WHAT THE EXERCISE ASKS » Write out all of the entries, matching the original exactly.

[EXERCISE DATA Boundary: Start]

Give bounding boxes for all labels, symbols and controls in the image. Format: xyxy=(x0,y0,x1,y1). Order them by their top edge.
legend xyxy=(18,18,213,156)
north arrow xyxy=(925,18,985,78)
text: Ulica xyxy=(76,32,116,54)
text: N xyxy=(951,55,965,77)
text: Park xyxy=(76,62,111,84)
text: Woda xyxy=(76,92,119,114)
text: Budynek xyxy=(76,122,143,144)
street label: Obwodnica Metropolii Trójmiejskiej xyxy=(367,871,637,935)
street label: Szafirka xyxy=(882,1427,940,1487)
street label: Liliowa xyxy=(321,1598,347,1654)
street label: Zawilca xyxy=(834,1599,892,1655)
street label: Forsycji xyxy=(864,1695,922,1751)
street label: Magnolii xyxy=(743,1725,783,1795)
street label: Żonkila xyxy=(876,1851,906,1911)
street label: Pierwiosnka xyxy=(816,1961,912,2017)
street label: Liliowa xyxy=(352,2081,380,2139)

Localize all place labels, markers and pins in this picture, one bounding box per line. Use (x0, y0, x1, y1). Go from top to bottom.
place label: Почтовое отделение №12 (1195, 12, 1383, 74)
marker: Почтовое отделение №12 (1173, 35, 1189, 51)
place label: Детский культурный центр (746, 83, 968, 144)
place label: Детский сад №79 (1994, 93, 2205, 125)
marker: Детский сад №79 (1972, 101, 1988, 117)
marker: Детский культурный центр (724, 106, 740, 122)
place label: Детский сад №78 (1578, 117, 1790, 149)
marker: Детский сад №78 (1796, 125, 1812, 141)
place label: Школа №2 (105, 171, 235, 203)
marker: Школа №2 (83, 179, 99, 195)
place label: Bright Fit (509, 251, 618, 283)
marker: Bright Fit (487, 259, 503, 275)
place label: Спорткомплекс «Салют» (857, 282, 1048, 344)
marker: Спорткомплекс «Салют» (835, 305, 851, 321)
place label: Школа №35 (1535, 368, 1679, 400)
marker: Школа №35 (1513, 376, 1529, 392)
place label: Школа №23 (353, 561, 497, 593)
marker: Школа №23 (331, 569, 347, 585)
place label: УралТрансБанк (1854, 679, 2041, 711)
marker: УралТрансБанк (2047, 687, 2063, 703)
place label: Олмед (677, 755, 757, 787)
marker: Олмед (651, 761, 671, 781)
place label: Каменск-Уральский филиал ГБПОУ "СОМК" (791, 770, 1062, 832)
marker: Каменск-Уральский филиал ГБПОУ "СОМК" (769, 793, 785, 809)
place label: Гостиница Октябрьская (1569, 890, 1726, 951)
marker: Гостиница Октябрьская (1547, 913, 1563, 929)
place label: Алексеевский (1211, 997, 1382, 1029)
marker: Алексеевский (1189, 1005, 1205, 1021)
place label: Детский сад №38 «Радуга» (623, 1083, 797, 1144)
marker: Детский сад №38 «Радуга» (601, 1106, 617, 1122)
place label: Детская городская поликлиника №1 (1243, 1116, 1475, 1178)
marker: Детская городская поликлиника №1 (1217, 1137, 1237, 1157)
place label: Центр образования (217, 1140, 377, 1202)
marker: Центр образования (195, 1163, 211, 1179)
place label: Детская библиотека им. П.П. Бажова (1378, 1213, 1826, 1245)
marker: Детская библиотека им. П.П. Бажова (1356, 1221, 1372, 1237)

[EXERCISE DATA Boundary: End]

OUTPUT BELOW »
Give bounding boxes for all labels, symbols and controls in the image. Format: xyxy=(x0,y0,x1,y1). Order them by their top edge.
legend xyxy=(18,18,213,156)
north arrow xyxy=(925,18,985,78)
text: Ulica xyxy=(76,32,116,54)
text: N xyxy=(951,55,965,77)
text: Park xyxy=(76,62,111,84)
text: Woda xyxy=(76,92,119,114)
text: Budynek xyxy=(76,122,143,144)
street label: Obwodnica Metropolii Trójmiejskiej xyxy=(367,871,637,935)
street label: Szafirka xyxy=(882,1427,940,1487)
street label: Liliowa xyxy=(321,1598,347,1654)
street label: Zawilca xyxy=(834,1599,892,1655)
street label: Forsycji xyxy=(864,1695,922,1751)
street label: Magnolii xyxy=(743,1725,783,1795)
street label: Żonkila xyxy=(876,1851,906,1911)
street label: Pierwiosnka xyxy=(816,1961,912,2017)
street label: Liliowa xyxy=(352,2081,380,2139)

Localize all place labels, markers and pins in this picture, one bounding box per line. Use (x0, y0, x1, y1). Go from top to bottom.
place label: Почтовое отделение №12 (1195, 12, 1383, 74)
marker: Почтовое отделение №12 (1173, 35, 1189, 51)
place label: Детский культурный центр (746, 83, 968, 144)
place label: Детский сад №79 (1994, 93, 2205, 125)
marker: Детский сад №79 (1972, 101, 1988, 117)
marker: Детский культурный центр (724, 106, 740, 122)
place label: Детский сад №78 (1578, 117, 1790, 149)
marker: Детский сад №78 (1796, 125, 1812, 141)
place label: Школа №2 (105, 171, 235, 203)
marker: Школа №2 (83, 179, 99, 195)
place label: Bright Fit (509, 251, 618, 283)
marker: Bright Fit (487, 259, 503, 275)
place label: Спорткомплекс «Салют» (857, 282, 1048, 344)
marker: Спорткомплекс «Салют» (835, 305, 851, 321)
place label: Школа №35 (1535, 368, 1679, 400)
marker: Школа №35 (1513, 376, 1529, 392)
place label: Школа №23 (353, 561, 497, 593)
marker: Школа №23 (331, 569, 347, 585)
place label: УралТрансБанк (1854, 679, 2041, 711)
marker: УралТрансБанк (2047, 687, 2063, 703)
place label: Олмед (677, 755, 757, 787)
marker: Олмед (651, 761, 671, 781)
place label: Каменск-Уральский филиал ГБПОУ "СОМК" (791, 770, 1062, 832)
marker: Каменск-Уральский филиал ГБПОУ "СОМК" (769, 793, 785, 809)
place label: Гостиница Октябрьская (1569, 890, 1726, 951)
marker: Гостиница Октябрьская (1547, 913, 1563, 929)
place label: Алексеевский (1211, 997, 1382, 1029)
marker: Алексеевский (1189, 1005, 1205, 1021)
place label: Детский сад №38 «Радуга» (623, 1083, 797, 1144)
marker: Детский сад №38 «Радуга» (601, 1106, 617, 1122)
place label: Детская городская поликлиника №1 (1243, 1116, 1475, 1178)
marker: Детская городская поликлиника №1 (1217, 1137, 1237, 1157)
place label: Центр образования (217, 1140, 377, 1202)
marker: Центр образования (195, 1163, 211, 1179)
place label: Детская библиотека им. П.П. Бажова (1378, 1213, 1826, 1245)
marker: Детская библиотека им. П.П. Бажова (1356, 1221, 1372, 1237)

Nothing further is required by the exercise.